Now let's proceed to what I should really be talking about—the limestone burial jars left in Kulaman Plateau. As I revealed in the
previous post, I found out last summer that not all the jars had been taken away from my hometown. But the ones that were still there had not been properly preserved. I found a burial jar for a baby at the barangay hall of Kuden, left lying in a corner and sometimes used as a trash bin. The barangay chairman said there were more jars at a cave that was still within the territory of the village but two hours away by motorcycle. The jars there, though, the chairman added, had been shattered to pieces.
It so happened that I was in Kuden to visit the White Cave, which had been generating tourism buzz, and the cave where the burial jars were was near the White Cave. I asked the tourist guide if he could let me see the jars cave, and he said yes. Unfortunately, I underestimated the toil from the trip. Going to the White Cave was exhausting, to say the least, so I begged off and told the guide I would just come back some other time to see the jars.
I was sure, though, that the jars were still there because we came across a sample on our way to the White Cave. It was just a cover, but having seen a number of limestone jars, I could tell that it was authentic. Judging by the way it looked, I believe it had been in that spot for several years only. The thin layer of dirt and moss all over it indicated that it had not been exposed to the elements for long.
A cover of a burial jar lying near the footpath to the White Cave.
It must have been taken from a cave several years ago,
perhaps to be sold, but for some reason, the transaction fell through.

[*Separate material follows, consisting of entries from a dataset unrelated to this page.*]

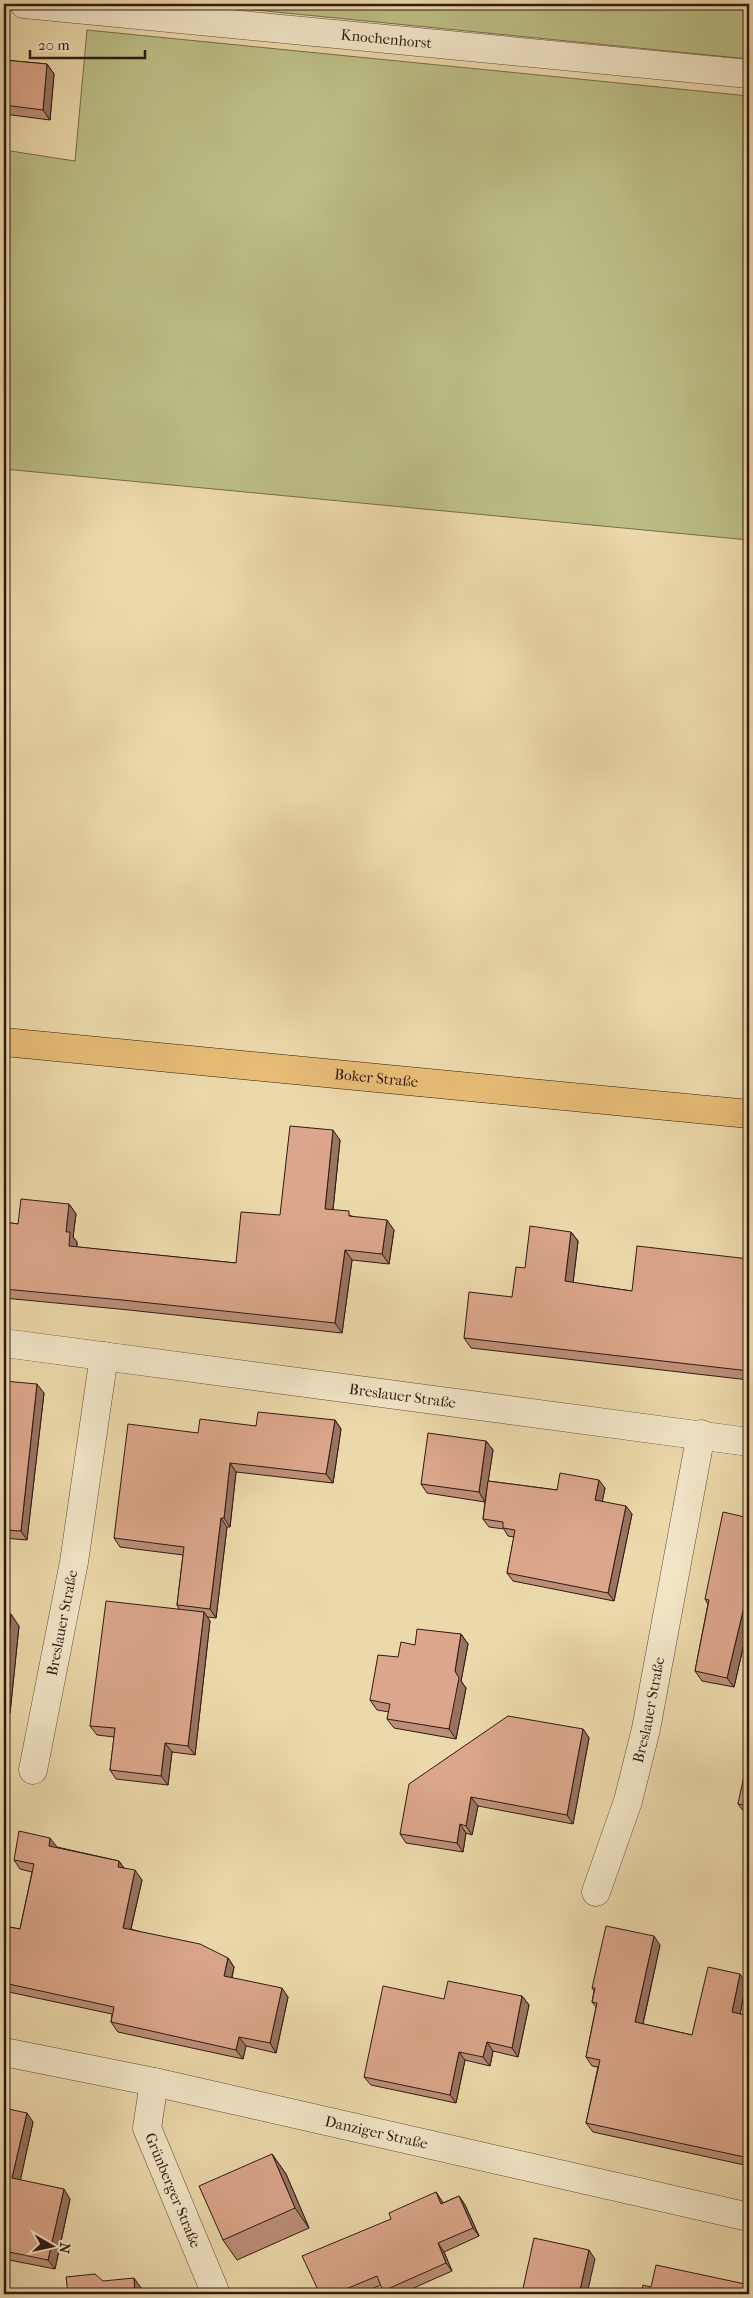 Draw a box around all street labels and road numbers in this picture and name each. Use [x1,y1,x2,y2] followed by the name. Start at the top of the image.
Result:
[340,26,433,52] street label: Knochenhorst
[334,1065,419,1091] street label: Boker Straße
[348,1380,458,1412] street label: Breslauer Straße
[43,1568,81,1677] street label: Breslauer Straße
[629,1655,668,1765] street label: Breslauer Straße
[323,2112,430,2153] street label: Danziger Straße
[141,2130,205,2251] street label: Grünberger Straße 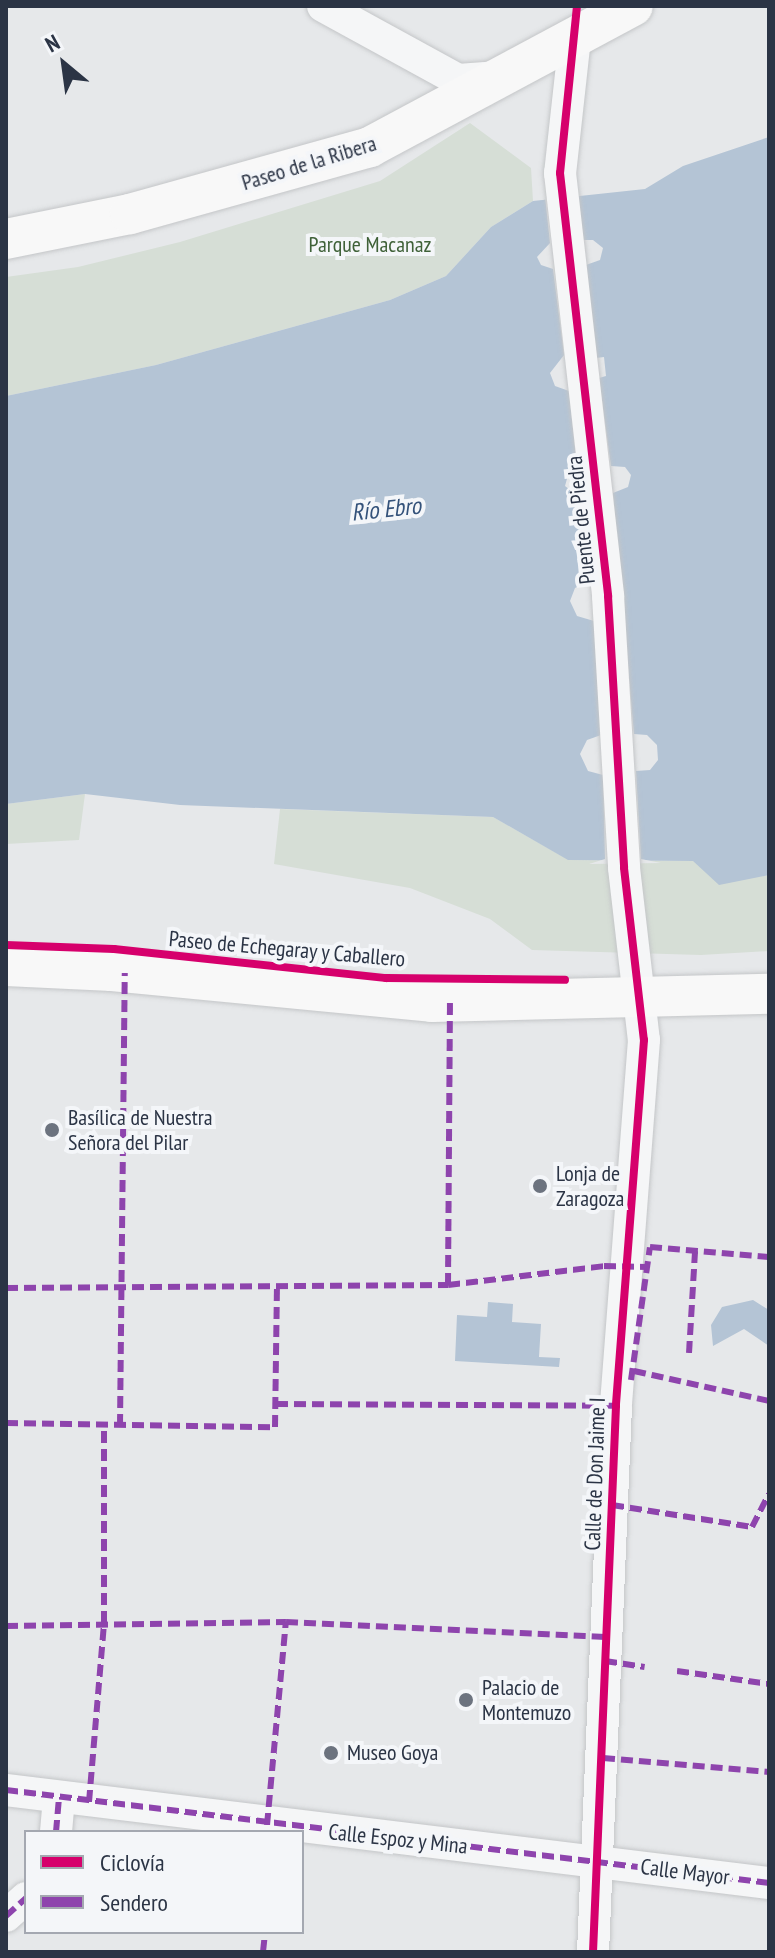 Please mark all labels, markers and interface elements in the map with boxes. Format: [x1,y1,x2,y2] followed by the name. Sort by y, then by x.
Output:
[24,24,104,104] north arrow
[40,28,64,58] text: N
[239,130,379,196] street label: Paseo de la Ribera
[309,232,431,258] park label: Parque Macanaz
[561,455,601,585] street label: Puente de Piedra
[350,491,422,527] water label: Río Ebro
[167,925,407,973] street label: Paseo de Echegaray y Caballero
[68,1104,213,1156] place label: Basílica de Nuestra Señora del Pilar
[43,1121,61,1139] marker: Basílica de Nuestra Señora del Pilar
[556,1160,624,1212] place label: Lonja de Zaragoza
[531,1177,549,1195] marker: Lonja de Zaragoza
[579,1397,611,1551] street label: Calle de Don Jaime I
[482,1674,571,1726] place label: Palacio de Montemuzo
[457,1691,475,1709] marker: Palacio de Montemuzo
[347,1740,438,1766] place label: Museo Goya
[322,1744,340,1762] marker: Museo Goya
[326,1819,470,1859] street label: Calle Espoz y Mina
[24,1830,304,1934] legend
[100,1847,165,1878] text: Ciclovía
[639,1853,731,1891] street label: Calle Mayor
[100,1887,168,1918] text: Sendero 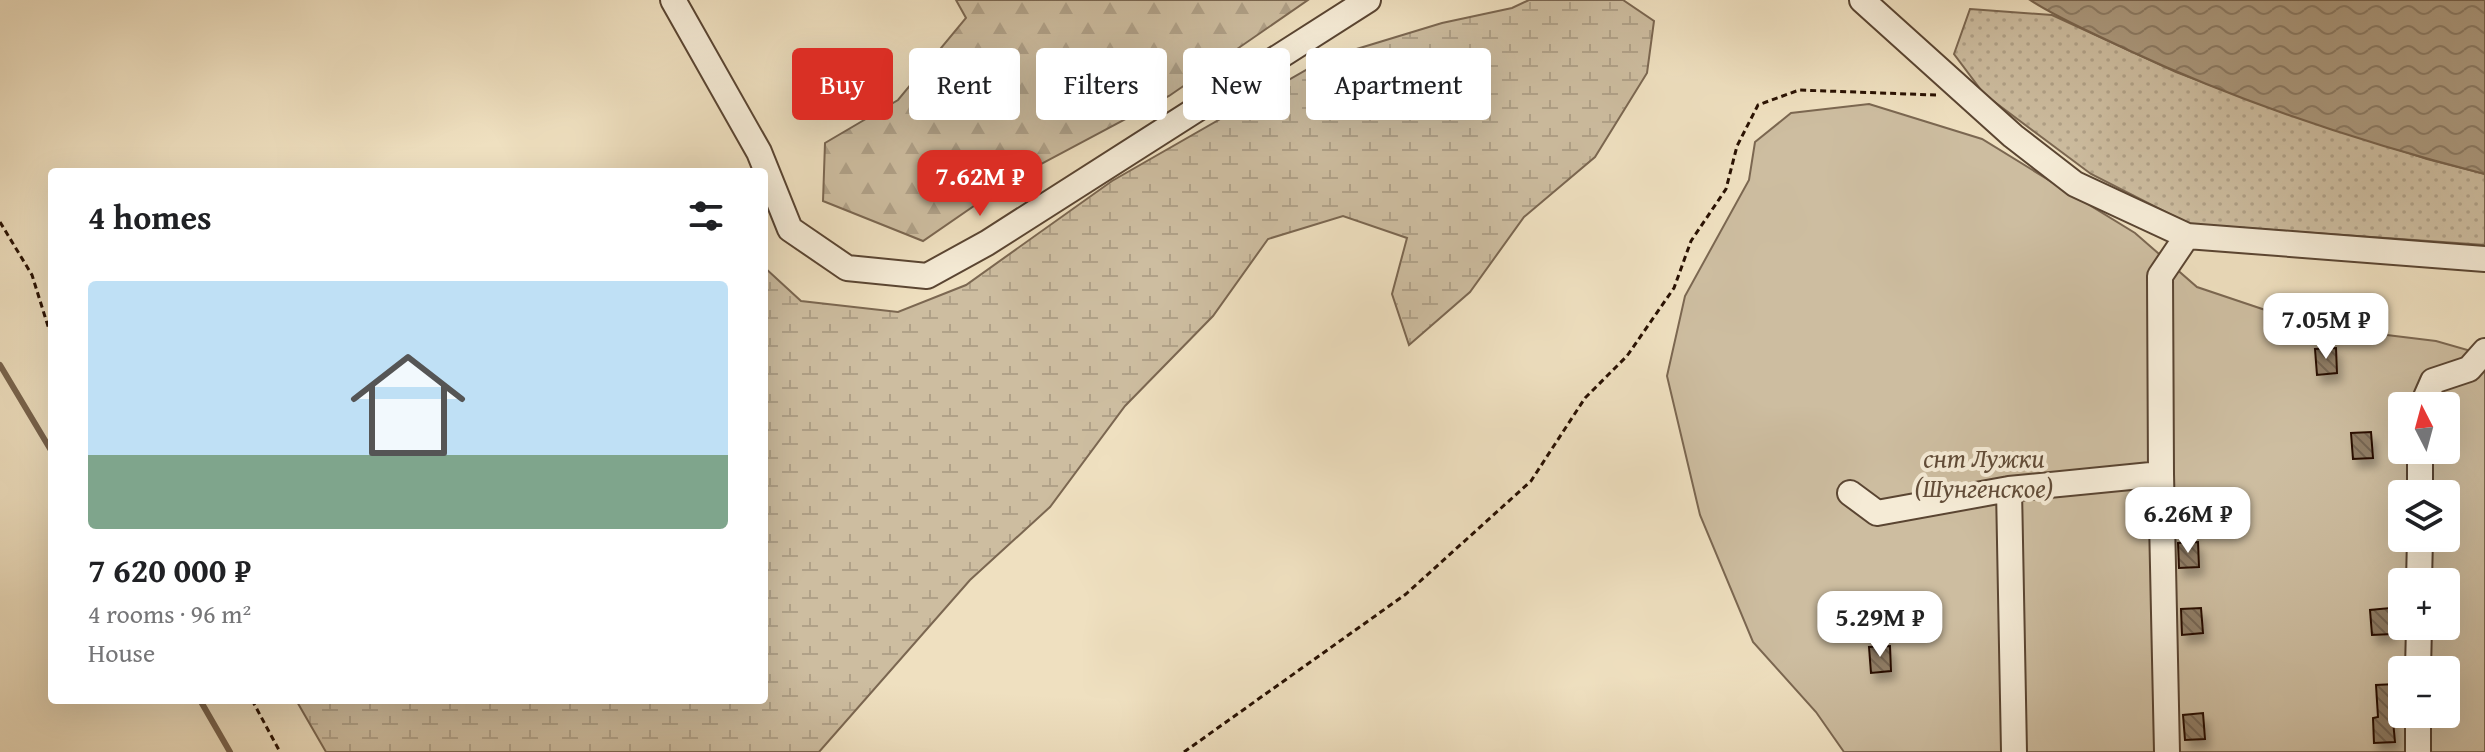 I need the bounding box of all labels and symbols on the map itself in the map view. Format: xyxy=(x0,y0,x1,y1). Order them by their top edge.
pin: 7.62M ₽ xyxy=(906,150,1054,218)
pin: 7.05M ₽ xyxy=(2252,293,2400,361)
north arrow xyxy=(2388,392,2460,464)
park label: снт Лужки (Шунгенское) xyxy=(1915,438,2053,507)
pin: 6.26M ₽ xyxy=(2114,487,2262,555)
pin: 5.29M ₽ xyxy=(1806,591,1954,659) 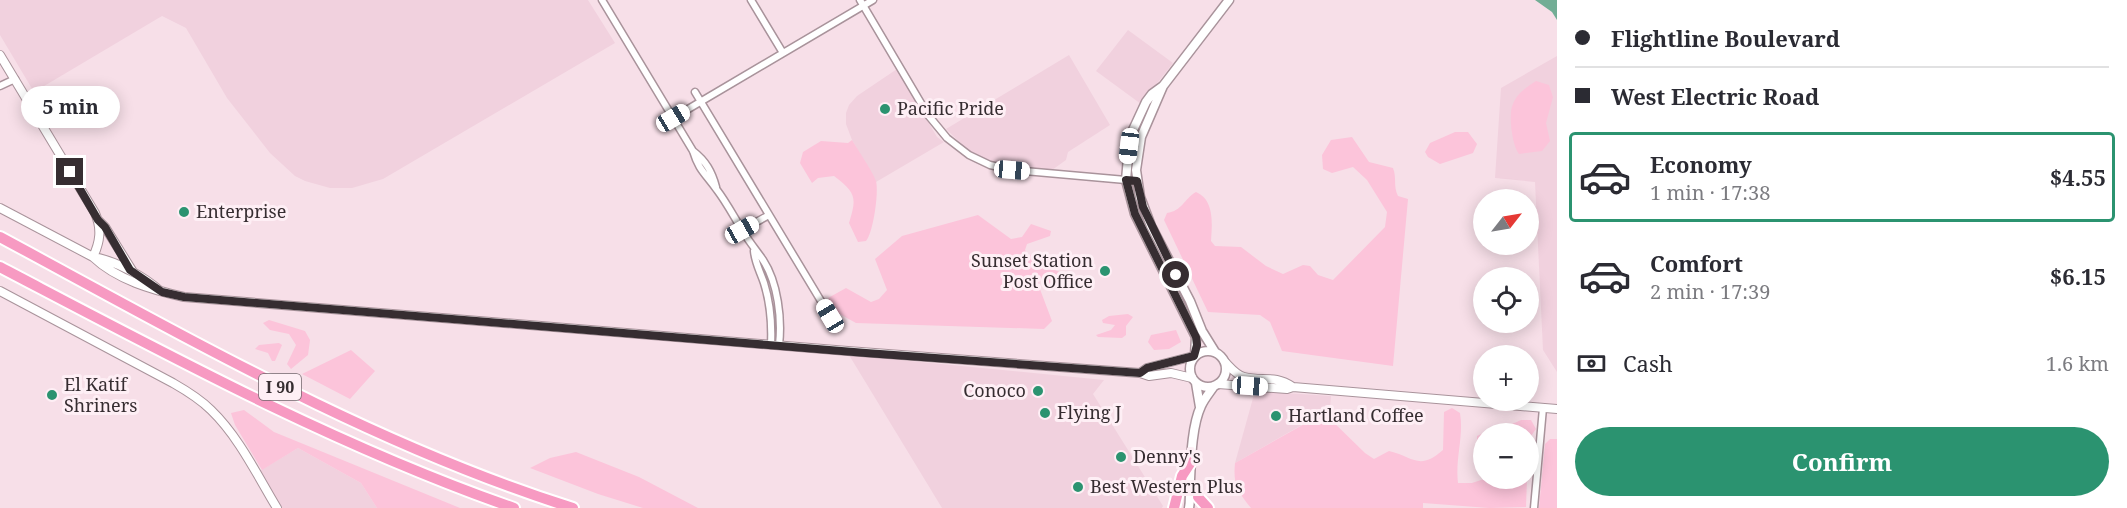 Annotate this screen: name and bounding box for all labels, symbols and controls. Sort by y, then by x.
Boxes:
text: Flightline Boulevard [1611,23,1840,53]
text: West Electric Road [1611,81,1819,111]
callout: 5 min [20,85,119,127]
text: 5 min [42,93,99,120]
place label: Pacific Pride [897,96,1004,120]
car [653,101,693,135]
marker: Pacific Pride [878,102,892,116]
car [1118,127,1140,165]
text: Economy [1650,149,1752,179]
icon: car [1578,150,1632,204]
route end [56,158,83,185]
car [993,159,1031,181]
text: $4.55 [2050,162,2106,192]
text: 1 min · 17:38 [1650,179,1770,206]
north arrow [1473,189,1539,255]
map controls [1473,189,1539,489]
place label: Enterprise [196,199,286,223]
marker: Enterprise [177,205,191,219]
car [722,213,762,247]
place label: Sunset Station Post Office [971,248,1093,293]
text: Comfort [1650,248,1743,278]
icon: car [1578,249,1632,303]
route start [1162,261,1189,288]
text: $6.15 [2050,261,2106,291]
marker: Sunset Station Post Office [1098,264,1112,278]
button: locate [1473,267,1539,333]
text: 2 min · 17:39 [1650,278,1770,305]
car [813,296,847,336]
button: + [1473,345,1539,411]
icon: cash [1575,347,1608,380]
text: Cash [1623,348,1673,378]
text: 1.6 km [2046,350,2109,377]
place label: El Katif Shriners [64,372,137,417]
road number: I 90 [259,374,301,400]
car [1231,376,1269,396]
place label: Conoco [963,378,1026,402]
marker: Conoco [1031,384,1045,398]
marker: El Katif Shriners [45,388,59,402]
place label: Flying J [1057,400,1122,424]
place label: Hartland Coffee [1288,403,1424,427]
marker: Flying J [1038,406,1052,420]
marker: Hartland Coffee [1269,409,1283,423]
button: − [1473,423,1539,489]
button: Confirm [1575,427,2109,496]
place label: Denny's [1133,444,1201,468]
marker: Denny's [1114,450,1128,464]
place label: Best Western Plus [1090,474,1243,498]
marker: Best Western Plus [1071,480,1085,494]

The cover was lying near the footpath that my companions and I were treading. The reason for its being there was that some people had tried to carry it from the cave to the populated district of the village, probably to be sold. The barangay chairman of Kuden had told me and my companions earlier that a trading had really occurred in the not-so-distant past. He said the indigenous people in the area took some jars from a cave to prospectors who came from the lowlands. However, the buyers allegedly took the jars without paying the natives, so in their anger, the natives went back to the cave and smashed the remaining jars in pieces.
I had no way of verifying the story, so I took it with a grain of salt. Surely, the true story is more complex and less racist than the chairman's version. If it's true, those who took the jars must have not come from the academe. They're probably treasure hunters. Kuden is not one of the locations where formal research on the burial jars have been conducted. Marcelino Maceda of the University of San Carlos in Cebu, in 1960s, studied (and took away) the jars of Menteng, at present a district of Barangay Tinalon, just beside Barangay Kuden. The jars that are now in Silliman University in Negros came from Salangsang, at present a barangay of the municipality of Lebak, a little farther from Kuden.
Although destroyed, the jars in Kuden is in their original location, so they can still be a good subject of an archaeological research. I hope one will be conducted soon, before they disappear at the hands of hungry looters or selfish wealthy collectors.